Curled up inside us lies an organ that occupies the same area as a small studio apartment in central London. But instead of hosting a stressed Cockney, this biological structure houses trillions of microorganisms. With a surface area of 32 m², our gut may be the most influential organ in the human body.

Within our intestinal tract lives an unimaginable number of bacteria, all involved in functions critical to our health and well-being. A healthy person can have up to 1,500 different species working simultaneously to aid digestion, metabolism, immune regulation, and even the way we think.

Interactions between a host and their microbiome are extremely intricate. Intestinal microbiotas influence many aspects of our metabolism, producing various hormonal and neurotransmitter precursors such as serotonin, dopamine, and GABA, which are key regulators of cognition and mood. In fact, up to 90% of the body’s serotonin is produced in the gut.

These chemical messages travel to and from our gut and brain through the gut-brain axis. This highly specific connection helps regulate our immune function, digestive system, and the unique flow of vital neurotransmitters, like the ones previously mentioned. With the gut producing most the body’s mood-regulatory messages, it is essential to maintain a healthy microbiota. The microbiota’s impact is especially important during the early stages of life, when the brain and nervous system are rapidly developing.
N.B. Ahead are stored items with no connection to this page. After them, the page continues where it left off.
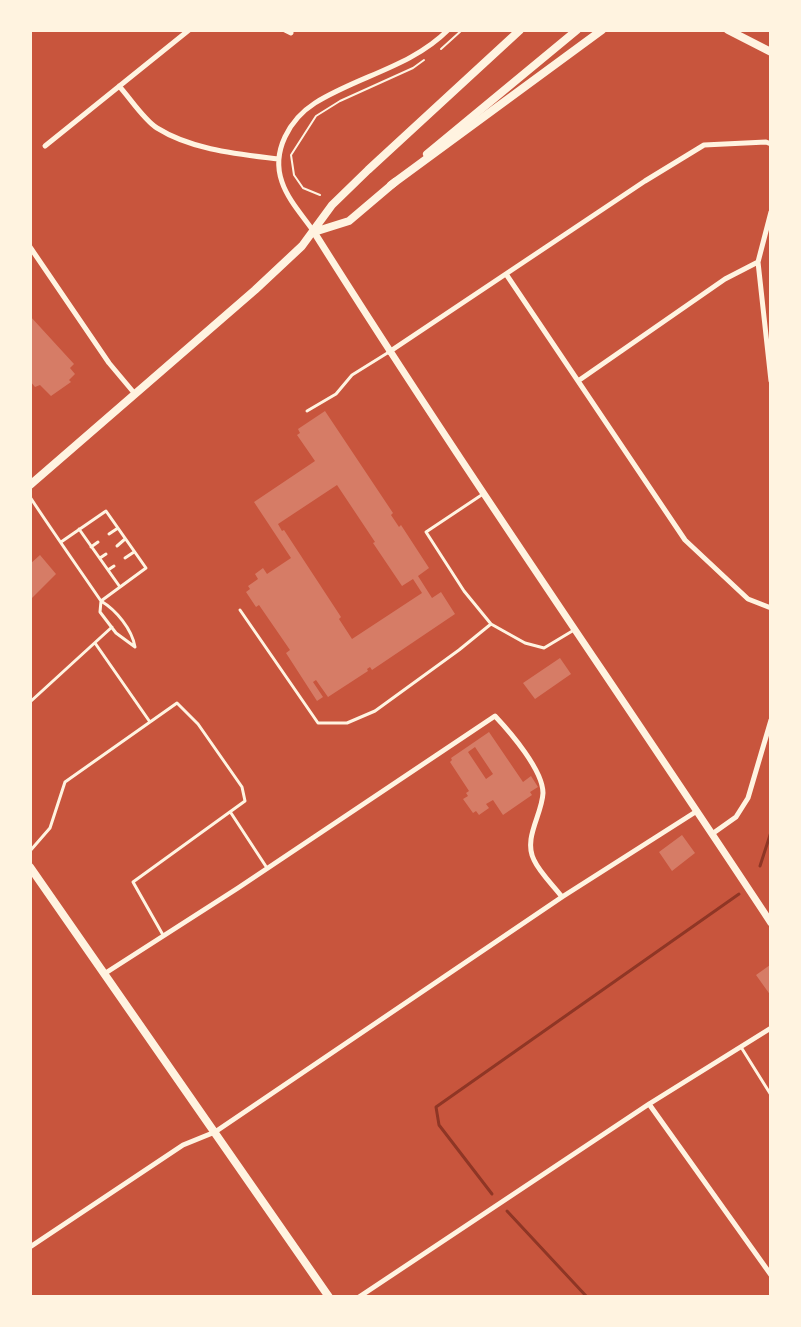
<!DOCTYPE html>
<html>
<head>
<meta charset="utf-8">
<style>
  body { margin:0 }
  #map { position:relative; width:801px; height:1327px; overflow:hidden; background:#c8553d; font-family:"Golos Text",sans-serif }
  canvas { display:block }
  .frame { position:absolute; inset:0; border:32px solid #fff3e0; pointer-events:none }
</style>
</head>
<body>
<div id="map">
<canvas width="801" height="1327"></canvas>
<div class="frame"></div>
</div>
<script>
const g = document.querySelector('canvas').getContext('2d');
g.lineJoin = 'round';
function strokePath(path, color, width, dash) { g.strokeStyle = color; g.lineWidth = width; g.lineCap = dash ? 'butt' : 'round'; g.setLineDash(dash || []); g.stroke(path); }
function fill(path, color) { g.fillStyle = color; g.fill(path, 'evenodd'); }
strokePath(new Path2D(`
  M760 866 771 832
  M492 1194 439 1125 436 1107 739 894
  M507 1211 587 1297`), '#8f3625', 3);
fill(new Path2D(`
  M30 316 74 364 70 368 75 374 69 380 71 382 51 396 40 385 35 387 30 381Z
  M325 411 393 513 391 515 399 527 401 525 429 568 418 576 432 598 441 592 455 614 372 670 370 667 367 669 368 671 328 697 316 680 313 682 323 697 317 701 286 653 290 650 259 605 256 607 246 592 250 589 248 586 258 579 255 574 263 568 267 574 291 558 254 502 315 461 297 435 300 433 298 429ZM337 485 375 542 373 543 402 586 413 579 422 593 352 639 339 619 341 617 284 530 282 531 278 524Z
  M40 555 56 574 30 600V564Z
  M560 658 571 674 535 699 523 683Z
  M489 732 523 782 531 776 538 787 530 792 532 795 503 815 493 800 486 804 489 808 479 815 476 811 473 813 463 799 468 796 466 793 469 791 450 762 452 760 451 758ZM475 747 493 774 486 779 468 752Z
  M682 835 695 853 672 871 659 852Z
  M770 965 771 966V996L756 975Z`), '#d67c66');
strokePath(new Path2D(`
  M441 49 462 30
  M320 195 303 188 294 175 291 155 316 116 340 101 413 68 424 60`), '#fff3e0', 2);
strokePath(new Path2D(`
  M307 411 336 394 352 375 389 352
  M483 494 426 532 464 591 491 624 525 643 544 648 574 630
  M30 497C53 532 77 566 101 601 116 610 132 629 135 647L116 633 100 612 101 601 146 568 106 511 61 542
  M79 529 120 587
  M109 534 118 528
  M117 546 125 539
  M91 547 98 542
  M100 558 106 554
  M125 558 134 552
  M108 570 114 566
  M240 610 318 723H347L375 711 459 650 491 624
  M95 643 150 722
  M30 702 112 627
  M231 813 267 868
  M30 851 50 828 65 782 177 703 198 724 242 787 245 801 133 882 163 935
  M741 1047 771 1095`), '#fff3e0', 3);
strokePath(new Path2D(`
  M285 30 291 33
  M119 86C130 98 144 120 157 128 192 150 238 154 278 159
  M45 146 189 30
  M771 212 758 262 771 381
  M314 232C303 216 288 200 282 182 271 151 290 119 315 103 358 76 411 67 448 30
  M30 247 109 363 135 394
  M506 274 685 540 748 599 771 608
  M389 352 645 181 704 145 766 142 771 144
  M578 381 725 279 758 262
  M712 834 736 817 748 798 771 720
  M104 974 238 888 495 716C510 732 543 770 543 793 542 815 523 838 534 860 540 873 553 885 562 897
  M649 1104 771 1275
  M30 1247 183 1145 215 1132 562 897 697 811
  M359 1297 649 1104 771 1028`), '#fff3e0', 5);
strokePath(new Path2D(`
  M314 232C461 466 619 692 771 923`), '#fff3e0', 7);
strokePath(new Path2D(`
  M427 154 577 30
  M314 232 349 221 395 182
  M30 485 255 290 302 246 332 205 368 170 520 30
  M30 867 329 1297`), '#fff3e0', 8);
strokePath(new Path2D(`
  M728 30 771 52
  M391 185 602 30`), '#fff3e0', 8);
</script>
</body>
</html>
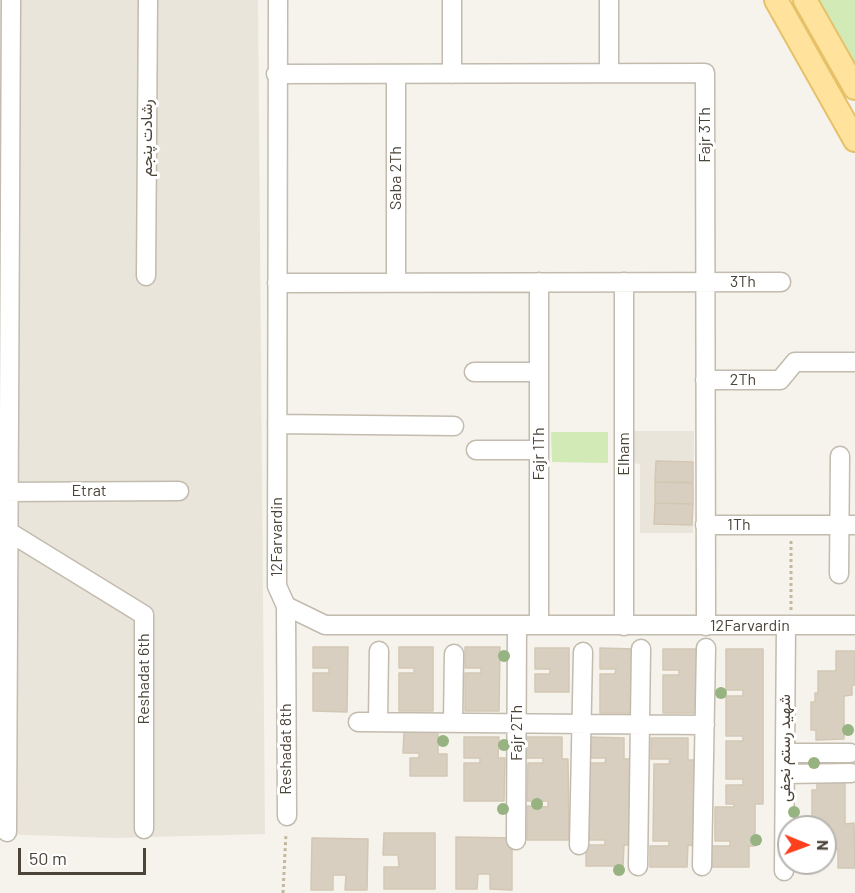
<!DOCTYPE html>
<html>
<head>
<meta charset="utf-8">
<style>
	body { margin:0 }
	#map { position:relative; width:855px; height:893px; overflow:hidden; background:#f6f3ec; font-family:Barlow,sans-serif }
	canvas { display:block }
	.north { position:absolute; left:777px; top:815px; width:60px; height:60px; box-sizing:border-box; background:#fff; border:2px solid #b7b4b0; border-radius:50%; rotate:91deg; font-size:16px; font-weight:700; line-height:24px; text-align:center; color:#4b4439 }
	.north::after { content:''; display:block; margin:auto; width:21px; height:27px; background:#fc3f1d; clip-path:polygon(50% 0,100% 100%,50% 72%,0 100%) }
	.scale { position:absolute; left:18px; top:848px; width:128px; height:27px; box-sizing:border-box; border:3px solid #4b4439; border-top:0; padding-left:8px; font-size:18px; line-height:21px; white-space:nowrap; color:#4b4439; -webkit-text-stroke:4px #fff; paint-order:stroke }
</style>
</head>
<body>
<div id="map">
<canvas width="855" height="893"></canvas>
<div class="north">N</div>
<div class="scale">50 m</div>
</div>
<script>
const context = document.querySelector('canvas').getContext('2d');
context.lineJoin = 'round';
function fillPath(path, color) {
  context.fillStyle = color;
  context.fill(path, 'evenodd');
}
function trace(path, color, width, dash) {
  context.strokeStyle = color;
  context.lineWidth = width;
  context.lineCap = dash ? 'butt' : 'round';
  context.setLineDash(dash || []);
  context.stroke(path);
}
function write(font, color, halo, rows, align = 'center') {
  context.font = font + ' Barlow,Vazirmatn,sans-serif';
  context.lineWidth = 6;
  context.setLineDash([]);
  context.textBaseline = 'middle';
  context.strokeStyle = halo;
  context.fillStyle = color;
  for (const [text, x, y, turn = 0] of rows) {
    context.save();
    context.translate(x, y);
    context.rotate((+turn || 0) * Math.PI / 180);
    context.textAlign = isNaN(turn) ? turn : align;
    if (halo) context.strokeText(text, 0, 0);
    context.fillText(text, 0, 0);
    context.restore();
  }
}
fillPath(new Path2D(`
	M0 0H258L265 834 114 838 0 834Z
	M632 431H694L693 533H640V464L632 463Z`), '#eae5da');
fillPath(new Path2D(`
	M819 0H855V63Z
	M551 432H608V463L552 462Z`), '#d2eab5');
const building = new Path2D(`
	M656 461 693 462V482H655Z
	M655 482 693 483V504L655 503Z
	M655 503 693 504 692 525 654 524Z
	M313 647H348L347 712 313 711V673H329V668H313Z
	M399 647H433V711H399V673H414V668H399Z
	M465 647H500L499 711H465V673H481V668H465Z
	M535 648H569V692H535V674H550V669H535Z
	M600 648 635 649 634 713H600V674H615L616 669H600Z
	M663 649H697V713H663V675H679V670H663Z
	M726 649H763V804H755V846H749V867H711V846H730V841H715V807H734V804H726V785H743V779H726V741H743V736H726V696H743V690H726Z
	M836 651H855V685H852V695L844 696V739L816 740V730H811V702H815V693H818V671H836Z
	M404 732H438V754H447V776H410V758H419V753H403Z
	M464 737H499L498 758H505L504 801H464V763H480V758H464Z
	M524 737H562V759H568L569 840H527V806L548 807V801H527L528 763H543V758H524Z
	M587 737 624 738V759H630V845H624L623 866H586V845H605V840H589L590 763H605L606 758H587Z
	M651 738H688V760H694V846L688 845 687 867H650V846H669V841H653L654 764H669L670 759H651Z
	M817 780H845V824L854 823 855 868H838V849H825V827L816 826V818H812V790H817Z
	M384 833H435V889H384V867H399L398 855H383Z
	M456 837 512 838V890L490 889V874H478L477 889H456Z
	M312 838 368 839 367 890H345L346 875H333V890H311Z`);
fillPath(building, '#d8cfc1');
trace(building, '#d3c7b4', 1.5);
const minor = new Path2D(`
	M278 0 277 586 286 606 325 625H855
	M452 0V74
	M609 0V73
	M276 74 705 73 706 626
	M396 74V282
	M146 276 148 0
	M539 282V625
	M277 283 781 282
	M474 372H539
	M705 380H780L795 362H855
	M277 424 454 426
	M476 450H539
	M0 492 179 491
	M705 525H855
	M9 532 144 615V829
	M839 574 840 456
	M286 606 287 816
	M624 626V282
	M358 722 705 725
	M378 722 379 651
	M453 722 454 654
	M785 753H850
	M785 774 851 773
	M7 832 11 0
	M516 840 517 625
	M579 845 583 652
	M638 866 641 649
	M702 866 706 648
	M784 871 786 626`);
const major = new Path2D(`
	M776 0 855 140
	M805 0 855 88`);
trace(minor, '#c2bbae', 21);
trace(major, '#e6c16a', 26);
trace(new Path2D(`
	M791 610V541
	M283 893 286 833`), '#c4b79f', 3, [3, 3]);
trace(minor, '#fff', 18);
trace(major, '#ffe39c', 22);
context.fillStyle = '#97b381';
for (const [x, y] of [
	[504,656],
	[721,693],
	[848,730],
	[443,741],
	[504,745],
	[814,763],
	[537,804],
	[503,809],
	[794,812],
	[756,840],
	[619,870]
]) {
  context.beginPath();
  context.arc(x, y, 6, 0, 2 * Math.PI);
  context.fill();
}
write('16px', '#4b4439', '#fff', [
	["Fajr 3Th",705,135,-90],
	["رشادت پنجم",147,138,-90],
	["Saba 2Th",396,178,-90],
	["3Th",743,282],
	["2Th",743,380],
	["Fajr 1Th",539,454,-90],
	["Elham",624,454,-90],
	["Etrat",89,491],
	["1Th",739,525],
	["12Farvardin",277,537,-90],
	["12Farvardin",750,626],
	["Reshadat 6th",144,679,-90],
	["Fajr 2Th",517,733,-90],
	["شهید رستم نجفی",785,748,-90],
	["Reshadat 8th",286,749,-90]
]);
</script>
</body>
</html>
For example, there is evidence that microbiota-mediated outcomes (neurophysiology influenced by the gut) occur during the most malleable stages of development. If a child has an impaired bacterial colony, there may be irreversible neurological effects as they age. During childhood, especially through critical windows of neurological development, the nervous system and microbiota communicate more intensely than at any other period in life. If our gut bacteria are impaired in metabolite production, this severely hampers brain function and development. The by-products of this process regulate inflammatory responses, neural signalling, and neurological development in the hippocampus and prefrontal cortex. Disturbances in early life, caused by environmental factors such as antibiotics, infections, and poor dietary habits, have been linked to impaired neurodevelopment and conditions like autism and adverse mental health, including depression and anxiety.

Additionally, immune dysregulation has been observed in human cases of autism. These individuals show a decreased T-cell count (which are involved in regulation) and an increased pro-inflammatory monocyte count. Restoring the microbiome in these subjects was observed to improve some behavioural functions.

However, even as we age, inactive microbiome signalling can still lead to neurological issues. Although the development of brain disorders is less frequent as we are no longer in the malleable state of youth, processes known to be modulated by our bacterial state are still affected by environmental disruptions. For example, an inactive microbiome was associated with lower levels of noradrenaline, dopamine, and 5-HT in the striatum region of the brain. A low turnover rate of these neurotransmitters causes decreased motor activity due to their role in controlling blood flow to the central motor control areas and muscles.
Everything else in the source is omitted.